COLUMBUS BAR ASSOCIATION v. WINKFIELD.
[Cite as Columbus Bar Assn. v. Winkfield (2001), 91 Ohio St.3d 364.]
Attorneys at law -- Misconduct -- Two-year suspension with final year of
suspension stayed on condition -- Engaging in conduct adversely
reflecting on fitness to practice law -- Neglect of an entrusted legal
matter -- Failing to seek lawful objectives of client -- Failing to carry
out contract of employment -- Failing to deposit client funds in an
account in which no funds of lawyer are deposited -- Failing to render
appropriate accounts to client -- Failing to promptly deliver clients'
funds upon request -- Failing to cooperate in a disciplinary
investigation.
(No. 00-1138 -- Submitted November 28, 2000 -- Decided April 11, 2001.)
ON CERTIFIED REPORT by the Board of Commissioners on Grievances and
Discipline of the Supreme Court, No. 99-13.
__________________
Per
Curiam. In February 1997, the family of Frederick E. Lowery
retained respondent Lawrence Edward Winkfield of Columbus, Ohio, Attorney
Registration No. 0034254, and paid him a retainer of $7,000 to investigate and, if
possible, obtain postconviction relief for Lowery. Lowery was convicted in 1993
of aggravated robbery. Respondent told the family that he would charge $150 an
hour against the retainer and discussed with them the options of supershock
probation and a motion to reconsider. Respondent did not deposit the retainer in a
separate trust account.

The potential remedies respondent discussed with the family were
unavailable because of the nature of Lowery's conviction. Although respondent
obtained and examined the relevant court files, spoke with Lowery on the phone,


SUPREME COURT OF OHIO
and unsuccessfully attempted to honor his commitment to visit Lowery in prison,
he filed no court papers on Lowery's behalf.

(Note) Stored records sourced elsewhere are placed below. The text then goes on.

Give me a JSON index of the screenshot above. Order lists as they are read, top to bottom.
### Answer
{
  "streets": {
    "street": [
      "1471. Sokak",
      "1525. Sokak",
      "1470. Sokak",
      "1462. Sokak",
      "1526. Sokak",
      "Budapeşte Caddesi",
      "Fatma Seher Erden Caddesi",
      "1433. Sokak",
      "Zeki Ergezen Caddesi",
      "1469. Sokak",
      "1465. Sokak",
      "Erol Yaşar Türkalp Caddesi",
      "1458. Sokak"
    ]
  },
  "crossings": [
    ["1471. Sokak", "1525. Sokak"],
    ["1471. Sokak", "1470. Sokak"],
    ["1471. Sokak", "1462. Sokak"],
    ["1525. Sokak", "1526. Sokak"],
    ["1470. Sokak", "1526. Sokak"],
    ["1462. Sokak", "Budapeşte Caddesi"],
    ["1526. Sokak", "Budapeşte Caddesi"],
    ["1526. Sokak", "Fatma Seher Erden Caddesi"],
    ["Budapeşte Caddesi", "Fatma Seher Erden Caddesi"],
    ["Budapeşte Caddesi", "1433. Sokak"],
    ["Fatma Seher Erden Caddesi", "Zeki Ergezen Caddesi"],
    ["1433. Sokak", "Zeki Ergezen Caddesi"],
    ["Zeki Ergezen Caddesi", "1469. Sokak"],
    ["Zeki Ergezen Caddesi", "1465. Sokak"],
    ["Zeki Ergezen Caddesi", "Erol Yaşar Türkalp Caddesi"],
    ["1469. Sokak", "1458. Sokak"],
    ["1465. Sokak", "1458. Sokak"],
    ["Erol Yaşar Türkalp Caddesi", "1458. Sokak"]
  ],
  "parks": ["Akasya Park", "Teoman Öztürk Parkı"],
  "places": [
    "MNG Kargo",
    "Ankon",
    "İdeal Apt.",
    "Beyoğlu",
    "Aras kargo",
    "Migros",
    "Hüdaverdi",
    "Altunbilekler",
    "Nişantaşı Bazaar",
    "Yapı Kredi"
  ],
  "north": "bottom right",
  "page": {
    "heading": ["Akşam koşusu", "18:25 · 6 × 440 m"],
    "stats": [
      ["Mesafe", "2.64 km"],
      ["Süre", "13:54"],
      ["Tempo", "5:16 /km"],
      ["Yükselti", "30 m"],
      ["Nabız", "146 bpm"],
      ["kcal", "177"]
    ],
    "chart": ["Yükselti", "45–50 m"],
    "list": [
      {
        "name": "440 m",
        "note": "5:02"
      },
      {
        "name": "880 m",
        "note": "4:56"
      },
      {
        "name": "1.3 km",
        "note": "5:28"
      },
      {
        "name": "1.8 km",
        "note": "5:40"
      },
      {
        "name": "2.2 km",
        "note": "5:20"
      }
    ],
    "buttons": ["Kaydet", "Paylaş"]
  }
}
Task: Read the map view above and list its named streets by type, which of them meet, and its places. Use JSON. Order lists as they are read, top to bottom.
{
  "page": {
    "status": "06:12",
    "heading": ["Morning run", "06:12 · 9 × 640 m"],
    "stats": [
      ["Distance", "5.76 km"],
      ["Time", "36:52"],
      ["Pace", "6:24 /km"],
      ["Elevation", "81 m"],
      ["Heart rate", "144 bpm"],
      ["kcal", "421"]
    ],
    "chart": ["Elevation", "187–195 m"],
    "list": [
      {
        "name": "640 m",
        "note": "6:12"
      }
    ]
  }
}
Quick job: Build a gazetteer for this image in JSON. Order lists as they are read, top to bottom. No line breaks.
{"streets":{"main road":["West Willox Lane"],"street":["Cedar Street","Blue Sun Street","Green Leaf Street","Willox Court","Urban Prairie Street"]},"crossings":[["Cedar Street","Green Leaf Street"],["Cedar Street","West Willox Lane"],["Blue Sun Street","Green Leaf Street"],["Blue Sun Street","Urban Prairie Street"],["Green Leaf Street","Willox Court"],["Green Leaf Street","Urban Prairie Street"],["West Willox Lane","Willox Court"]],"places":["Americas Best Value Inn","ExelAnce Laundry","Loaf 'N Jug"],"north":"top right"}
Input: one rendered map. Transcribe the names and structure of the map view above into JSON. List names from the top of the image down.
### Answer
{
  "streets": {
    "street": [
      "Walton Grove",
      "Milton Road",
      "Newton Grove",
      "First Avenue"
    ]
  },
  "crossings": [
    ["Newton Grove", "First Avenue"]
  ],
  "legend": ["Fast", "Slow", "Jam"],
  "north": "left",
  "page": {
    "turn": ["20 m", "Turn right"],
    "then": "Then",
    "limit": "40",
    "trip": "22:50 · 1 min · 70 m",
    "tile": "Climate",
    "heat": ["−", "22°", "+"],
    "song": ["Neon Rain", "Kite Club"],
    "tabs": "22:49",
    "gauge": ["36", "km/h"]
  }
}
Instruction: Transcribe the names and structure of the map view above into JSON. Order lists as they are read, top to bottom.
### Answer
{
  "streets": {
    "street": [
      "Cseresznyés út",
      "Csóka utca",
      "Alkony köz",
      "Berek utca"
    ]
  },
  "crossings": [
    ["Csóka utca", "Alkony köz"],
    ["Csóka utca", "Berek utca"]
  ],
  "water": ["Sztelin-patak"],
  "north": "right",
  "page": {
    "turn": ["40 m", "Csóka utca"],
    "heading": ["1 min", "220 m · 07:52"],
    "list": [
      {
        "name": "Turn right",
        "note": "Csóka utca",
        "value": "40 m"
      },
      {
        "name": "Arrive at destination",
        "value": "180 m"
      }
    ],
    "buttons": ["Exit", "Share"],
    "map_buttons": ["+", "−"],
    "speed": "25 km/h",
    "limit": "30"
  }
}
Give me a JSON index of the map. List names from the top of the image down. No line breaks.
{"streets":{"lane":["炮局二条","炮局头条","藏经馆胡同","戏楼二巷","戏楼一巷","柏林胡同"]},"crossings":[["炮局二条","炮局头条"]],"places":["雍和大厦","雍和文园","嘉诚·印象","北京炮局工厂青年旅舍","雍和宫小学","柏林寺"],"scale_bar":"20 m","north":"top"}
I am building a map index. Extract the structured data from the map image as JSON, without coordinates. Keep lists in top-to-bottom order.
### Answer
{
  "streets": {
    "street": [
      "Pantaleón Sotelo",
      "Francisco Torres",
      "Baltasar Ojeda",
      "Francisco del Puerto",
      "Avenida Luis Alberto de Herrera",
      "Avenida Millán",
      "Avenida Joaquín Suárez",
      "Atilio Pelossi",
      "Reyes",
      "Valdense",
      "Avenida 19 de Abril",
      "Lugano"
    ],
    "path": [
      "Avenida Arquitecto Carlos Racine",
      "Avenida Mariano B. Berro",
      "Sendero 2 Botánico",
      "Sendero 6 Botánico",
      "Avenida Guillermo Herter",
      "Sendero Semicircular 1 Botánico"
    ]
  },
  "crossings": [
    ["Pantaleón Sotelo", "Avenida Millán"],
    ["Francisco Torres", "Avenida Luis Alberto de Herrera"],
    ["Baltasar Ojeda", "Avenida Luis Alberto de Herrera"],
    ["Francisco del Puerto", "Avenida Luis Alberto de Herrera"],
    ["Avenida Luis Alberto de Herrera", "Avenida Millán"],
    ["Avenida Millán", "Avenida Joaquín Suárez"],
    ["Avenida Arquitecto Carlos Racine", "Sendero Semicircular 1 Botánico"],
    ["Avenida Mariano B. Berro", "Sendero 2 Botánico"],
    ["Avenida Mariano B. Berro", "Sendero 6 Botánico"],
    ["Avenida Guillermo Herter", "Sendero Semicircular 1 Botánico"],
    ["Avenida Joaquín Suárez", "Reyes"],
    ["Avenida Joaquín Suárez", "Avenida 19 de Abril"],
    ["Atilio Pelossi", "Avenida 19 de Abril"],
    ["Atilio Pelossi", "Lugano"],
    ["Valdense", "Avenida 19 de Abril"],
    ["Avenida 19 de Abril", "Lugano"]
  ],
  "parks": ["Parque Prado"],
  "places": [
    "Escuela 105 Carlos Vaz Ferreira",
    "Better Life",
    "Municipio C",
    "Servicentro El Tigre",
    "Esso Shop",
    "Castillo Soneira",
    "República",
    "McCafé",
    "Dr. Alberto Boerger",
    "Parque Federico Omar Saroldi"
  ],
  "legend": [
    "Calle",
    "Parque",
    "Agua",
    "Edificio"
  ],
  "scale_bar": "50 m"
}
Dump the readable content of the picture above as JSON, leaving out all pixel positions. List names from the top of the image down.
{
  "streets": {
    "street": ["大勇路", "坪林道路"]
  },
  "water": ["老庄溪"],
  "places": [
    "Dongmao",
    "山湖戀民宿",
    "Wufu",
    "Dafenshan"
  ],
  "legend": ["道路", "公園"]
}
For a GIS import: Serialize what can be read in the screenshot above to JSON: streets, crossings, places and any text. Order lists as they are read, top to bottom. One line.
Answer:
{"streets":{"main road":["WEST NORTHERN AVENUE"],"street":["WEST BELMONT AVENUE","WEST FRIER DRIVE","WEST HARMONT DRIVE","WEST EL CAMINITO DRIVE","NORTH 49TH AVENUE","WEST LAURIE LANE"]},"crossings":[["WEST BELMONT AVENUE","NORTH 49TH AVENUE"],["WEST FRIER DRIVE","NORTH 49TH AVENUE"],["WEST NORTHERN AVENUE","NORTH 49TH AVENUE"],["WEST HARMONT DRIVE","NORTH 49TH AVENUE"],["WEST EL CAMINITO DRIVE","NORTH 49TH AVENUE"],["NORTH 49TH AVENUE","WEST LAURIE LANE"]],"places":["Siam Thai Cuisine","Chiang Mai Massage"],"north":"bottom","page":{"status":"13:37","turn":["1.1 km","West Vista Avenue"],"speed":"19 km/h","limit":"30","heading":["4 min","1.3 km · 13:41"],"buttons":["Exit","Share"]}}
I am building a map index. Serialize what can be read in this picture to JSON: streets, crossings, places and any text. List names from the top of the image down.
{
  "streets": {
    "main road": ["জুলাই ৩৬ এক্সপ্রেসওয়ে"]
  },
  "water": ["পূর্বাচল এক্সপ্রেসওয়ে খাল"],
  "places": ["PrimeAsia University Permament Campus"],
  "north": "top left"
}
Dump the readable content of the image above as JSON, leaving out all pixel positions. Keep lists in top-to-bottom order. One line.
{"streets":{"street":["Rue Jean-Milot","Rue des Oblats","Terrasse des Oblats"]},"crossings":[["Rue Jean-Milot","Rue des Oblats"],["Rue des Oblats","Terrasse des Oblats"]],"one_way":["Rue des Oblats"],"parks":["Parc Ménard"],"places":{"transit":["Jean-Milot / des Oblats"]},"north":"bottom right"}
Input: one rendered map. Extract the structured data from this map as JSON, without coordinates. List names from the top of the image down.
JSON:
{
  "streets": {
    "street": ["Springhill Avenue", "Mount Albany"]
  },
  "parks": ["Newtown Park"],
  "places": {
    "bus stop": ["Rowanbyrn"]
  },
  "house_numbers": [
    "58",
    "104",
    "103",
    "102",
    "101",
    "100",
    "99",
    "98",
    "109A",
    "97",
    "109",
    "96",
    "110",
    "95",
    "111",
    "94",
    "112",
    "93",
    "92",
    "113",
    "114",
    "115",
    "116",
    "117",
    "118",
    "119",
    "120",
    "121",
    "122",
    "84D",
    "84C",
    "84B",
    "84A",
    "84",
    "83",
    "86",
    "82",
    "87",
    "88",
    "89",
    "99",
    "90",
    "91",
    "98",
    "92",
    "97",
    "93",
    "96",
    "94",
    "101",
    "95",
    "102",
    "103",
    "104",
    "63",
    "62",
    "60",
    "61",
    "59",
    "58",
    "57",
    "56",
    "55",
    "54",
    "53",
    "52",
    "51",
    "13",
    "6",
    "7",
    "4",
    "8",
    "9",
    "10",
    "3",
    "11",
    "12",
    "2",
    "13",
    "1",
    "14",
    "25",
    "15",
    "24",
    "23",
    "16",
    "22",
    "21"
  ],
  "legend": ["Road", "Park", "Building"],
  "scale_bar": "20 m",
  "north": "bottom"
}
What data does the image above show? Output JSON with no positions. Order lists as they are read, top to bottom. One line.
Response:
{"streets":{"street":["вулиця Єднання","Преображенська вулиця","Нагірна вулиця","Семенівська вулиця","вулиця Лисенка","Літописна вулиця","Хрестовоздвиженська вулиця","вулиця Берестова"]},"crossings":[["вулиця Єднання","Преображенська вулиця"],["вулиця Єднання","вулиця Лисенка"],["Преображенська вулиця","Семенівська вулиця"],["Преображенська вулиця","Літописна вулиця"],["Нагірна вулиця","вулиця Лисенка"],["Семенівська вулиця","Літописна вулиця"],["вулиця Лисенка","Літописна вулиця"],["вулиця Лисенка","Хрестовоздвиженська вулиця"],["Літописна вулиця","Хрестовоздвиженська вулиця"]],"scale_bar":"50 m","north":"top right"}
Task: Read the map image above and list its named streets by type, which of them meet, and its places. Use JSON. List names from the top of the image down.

In July 1997, the family informed respondent that his employment was
terminated and demanded an accounting of his services and a return of the unused
portion of the retainer. In October 1998, before he had received a complaint from
the relator, respondent turned over the $7,000 to his former counsel. After
deducting $1,200 for legal fees due respondent and $600 for his own legal fees to
respondent, his former counsel transmitted $5,200 to the Lowery family in May
1999.

In March 1999, the Office of Disciplinary Counsel of the Supreme Court
requested that respondent reply to a grievance filed by Michael Studebaker.1
Despite this notice and two subsequent requests, respondent did not file a written
reply to the inquiry.

On October 19, 1999, relator, the Columbus Bar Association, filed an
amended complaint charging among other things that respondent's conduct
violated DR 1-102(A)(6) (engaging in conduct that adversely reflects upon the
lawyer's fitness to practice law), 6-101(A)(3) (neglecting an entrusted legal
matter), 7-101(A)(1) (failing to seek the lawful objectives of a client), 7-
101(A)(2) (failing to carry out a contract of employment for professional
services), 9-102(A)(2) (failing to deposit client funds in an account in which no
funds of the lawyer are deposited except those that potentially belong to the
lawyer), 9-102(B)(3) (failing to render appropriate accounts to the client), and 9-
102(B)(4) (failing to promptly deliver client funds to the client upon request). It
also charged that respondent violated Gov.Bar R. V(4)(G) (failing to cooperate in
a disciplinary investigation).

Respondent answered, and the matter was referred to a panel of the Board
of Commissioners on Grievances and Discipline ("board").
2

January Term, 2001

The panel found the facts as stated and concluded that respondent had
violated the Disciplinary Rules and the Rules for the Government of the Bar as
charged. Taking into account letters of support regarding respondent's value to
his church, community, and the legal profession, as well as reports from a
psychiatrist and psychologist verifying that respondent had a history of
depression, and noting that this court had previously disciplined respondent in
Columbus Bar Assn. v. Winkfield (1996), 75 Ohio St.3d 527, 664 N.E.2d 902, the
panel recommended that respondent be suspended indefinitely from the practice
of law. It also recommended that respondent be required to pay the Lowery
family $1,800 with interest at ten percent from February 1997, and pay them ten
percent interest on $5,200 from February 1, 1997 to May 31, 1999. The board
adopted the findings, conclusions, and recommendation of the panel.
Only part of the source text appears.